Pese al alud de "información" mediática en torno a la reciente elección del secretario general de la Organización de Estados Americanos (OEA), cuesta entender por qué la misma alcanzó tanta visibilidad y terminó por generar un enfriamiento en el pacto diplomático que desde hace unos años habían establecido las cancillerías de México y Chile.
Junto con el Tratado Interamericano de Asistencia Recíproca (TIAR, Río de Janeiro, 1947), la OEA, cuya carta fundacional surgió en el marco de la novena Conferencia Internacional Americana (Bogotá, 1948), fue uno de los mecanismos para la "seguridad colectiva" interhemisférica utilizados por Estados Unidos en su lucha contra el "comunismo de Moscú" durante la guerra fría, como se llamó la confrontación política, ideológica y militar entre este y oeste en la inmediata posguerra, tras la derrota del nazifascismo.
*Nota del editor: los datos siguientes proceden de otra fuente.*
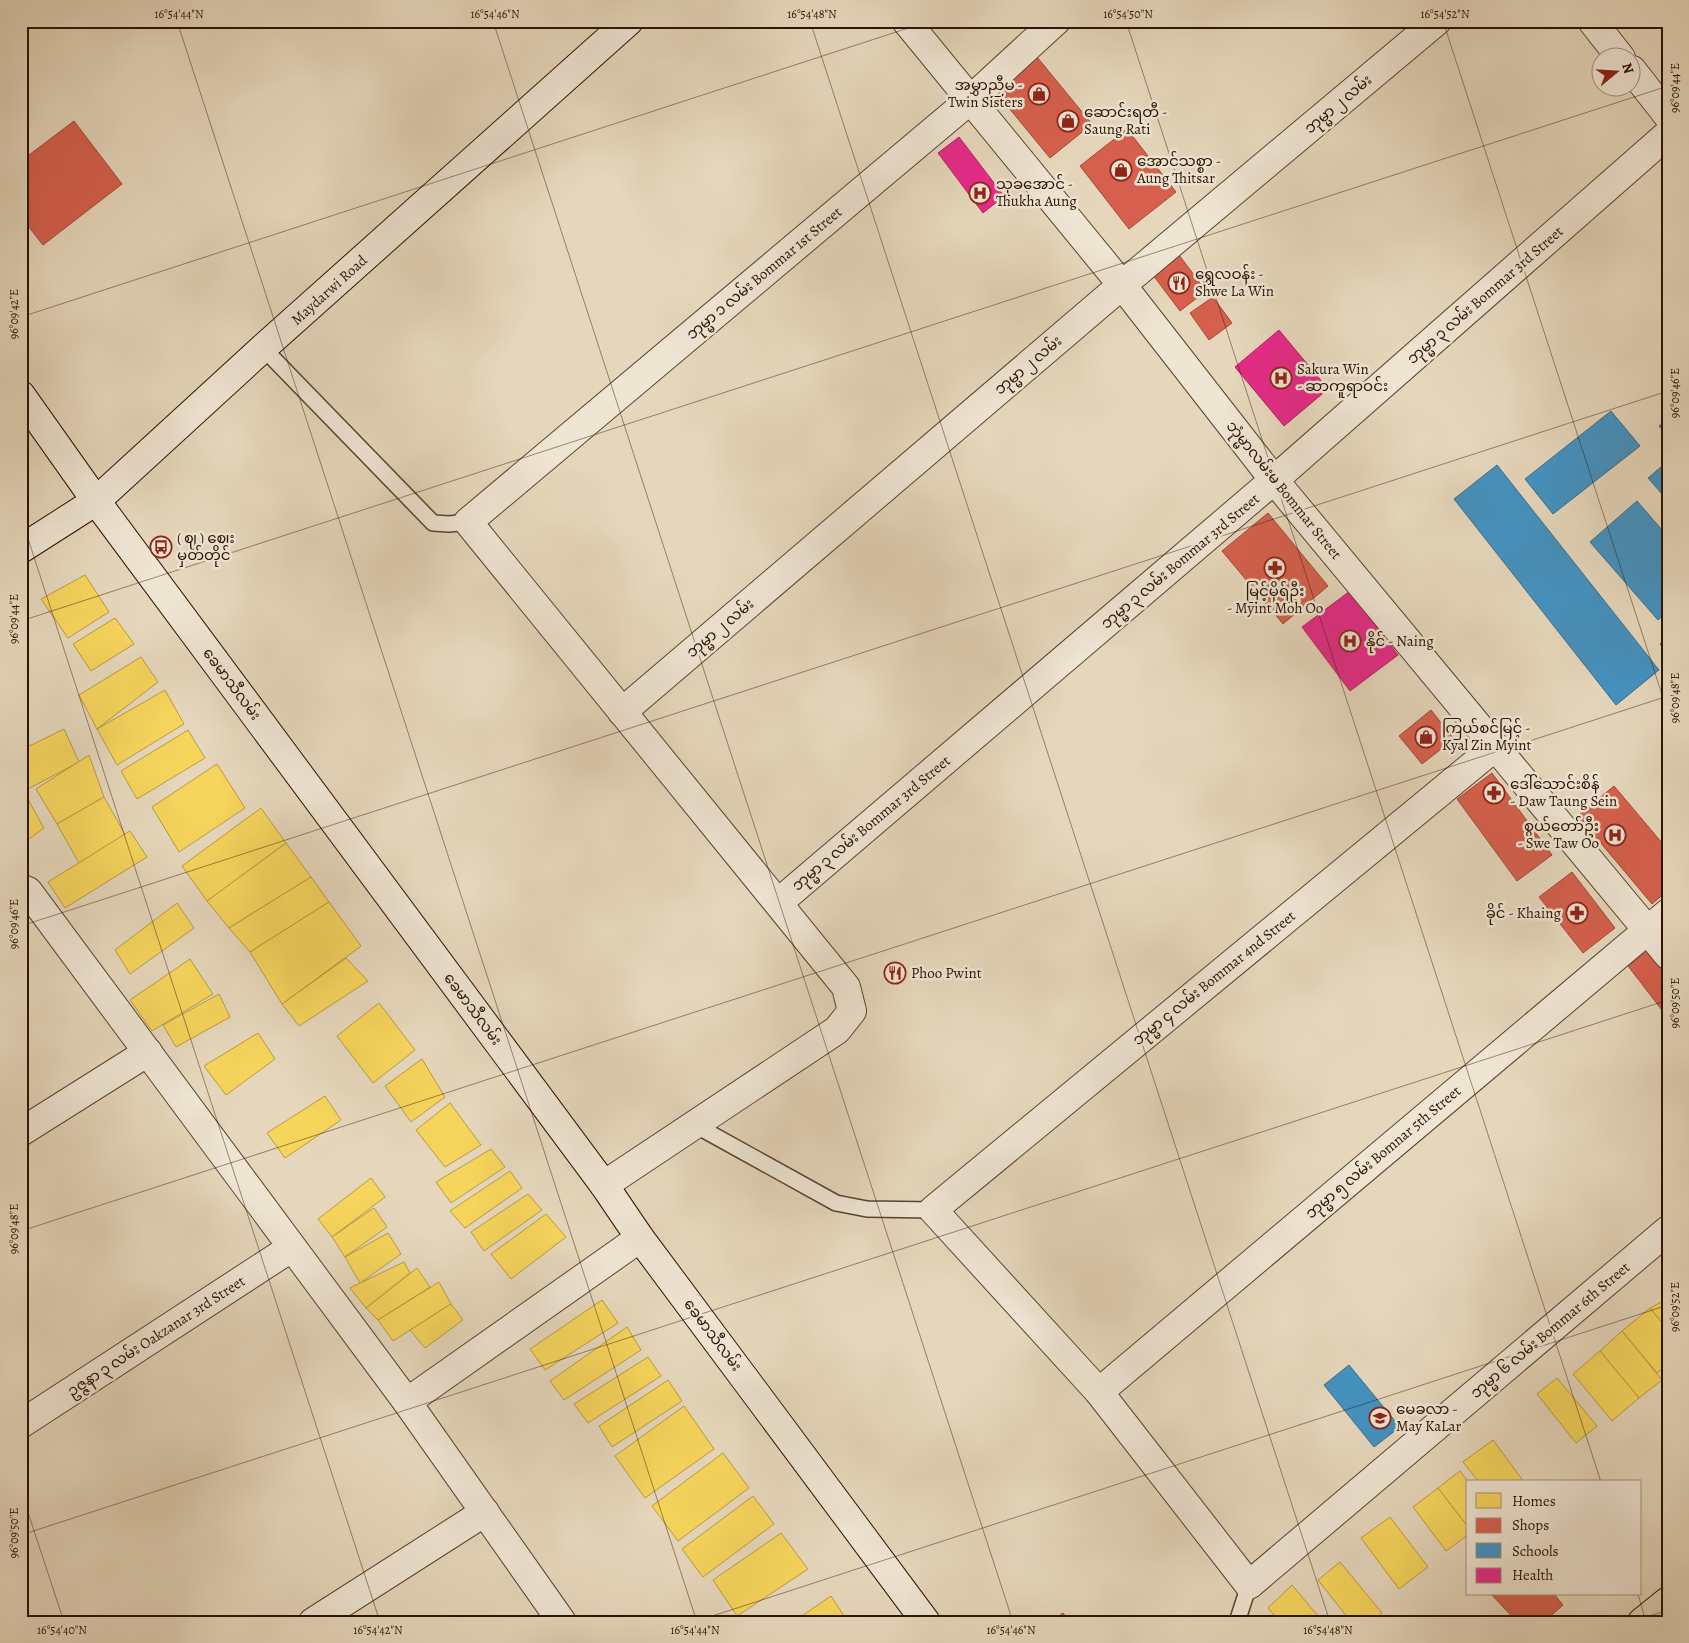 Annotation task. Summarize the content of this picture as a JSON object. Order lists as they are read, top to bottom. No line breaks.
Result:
{"streets":{"street":["ဘုမ္မာ ၂ လမ်း","ဘုမ္မာ ၁ လမ်း Bommar 1st Street","Maydarwi Road","ဘုမ္မာ ၃ လမ်း Bommar 3rd Street","ဘုံမ္မာလမ်းမ Bommar Street","ခေမာသီလမ်း","ဘုမ္မာ ၄ လမ်း Bommar 4nd Street","ဘုမ္မာ ၅ လမ်း Bomnar 5th Street","ဘုမ္မာ ၆ လမ်း Bommar 6th Street","ဥဇ္ဇနာ ၃ လမ်း Oakzanar 3rd Street"]},"crossings":[["ဘုမ္မာ ၂ လမ်း","ဘုံမ္မာလမ်းမ Bommar Street"],["ဘုမ္မာ ၁ လမ်း Bommar 1st Street","ဘုံမ္မာလမ်းမ Bommar Street"],["Maydarwi Road","ခေမာသီလမ်း"],["ဘုမ္မာ ၃ လမ်း Bommar 3rd Street","ဘုံမ္မာလမ်းမ Bommar Street"],["ဘုံမ္မာလမ်းမ Bommar Street","ဘုမ္မာ ၄ လမ်း Bommar 4nd Street"],["ဘုံမ္မာလမ်းမ Bommar Street","ဘုမ္မာ ၅ လမ်း Bomnar 5th Street"]],"places":{"shop":["အမွှာညီမ - Twin Sisters","ဆောင်းရတီ - Saung Rati","အောင်သစ္စာ - Aung Thitsar","ကြယ်စင်မြင့် - Kyal Zin Myint"],"hospital":["သုခအောင် - Thukha Aung","Sakura Win - ဆာကူရာဝင်း","နိုင် - Naing","စွယ်တော်ဦး - Swe Taw Oo"],"restaurant":["ရွှေလဝန်း - Shwe La Win","Phoo Pwint"],"bus stop":["( ဈ ) ဈေး မှတ်တိုင်"],"pharmacy":["မြင့်မိုရ်ဦး - Myint Moh Oo","ဒေါ်သောင်းစိန် - Daw Taung Sein","ခိုင် - Khaing"],"school or university":["မေခလာ - May KaLar"]},"legend":["Homes","Shops","Schools","Health"],"north":"right","coordinates":["16°54'44\"N","16°54'46\"N","16°54'48\"N","16°54'50\"N","16°54'52\"N","96°09'44\"E","96°09'42\"E","96°09'46\"E","96°09'48\"E","96°09'50\"E","96°09'52\"E","16°54'40\"N","16°54'42\"N"]}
Como aparato estratégico intercontinental, el TIAR fue instrumentado por Washington para que cumpliera un papel similar al de la Organización del Tratado del Atlántico Norte (OTAN) en Europa occidental. A partir de 1948, en particular luego de la llegada del general Dwight D. Eisenhower a la Casa Blanca en 1953, Estados Unidos abandonó la idea de exportar su "democracia" mediante estrategias reformistas y optó por políticas conservadoras y represivas hacia América Latina y los países periféricos del "mundo libre".
El entonces secretario de Estado, John Foster Dulles, hizo de la
Seguridad militar y policial de corte contrainsurgente el punto número uno de la agenda de Washington y alentó el establecimiento de regímenes dictatoriales, civiles y militares, procapitalistas y antizquierdistas en los países subdesarrollados.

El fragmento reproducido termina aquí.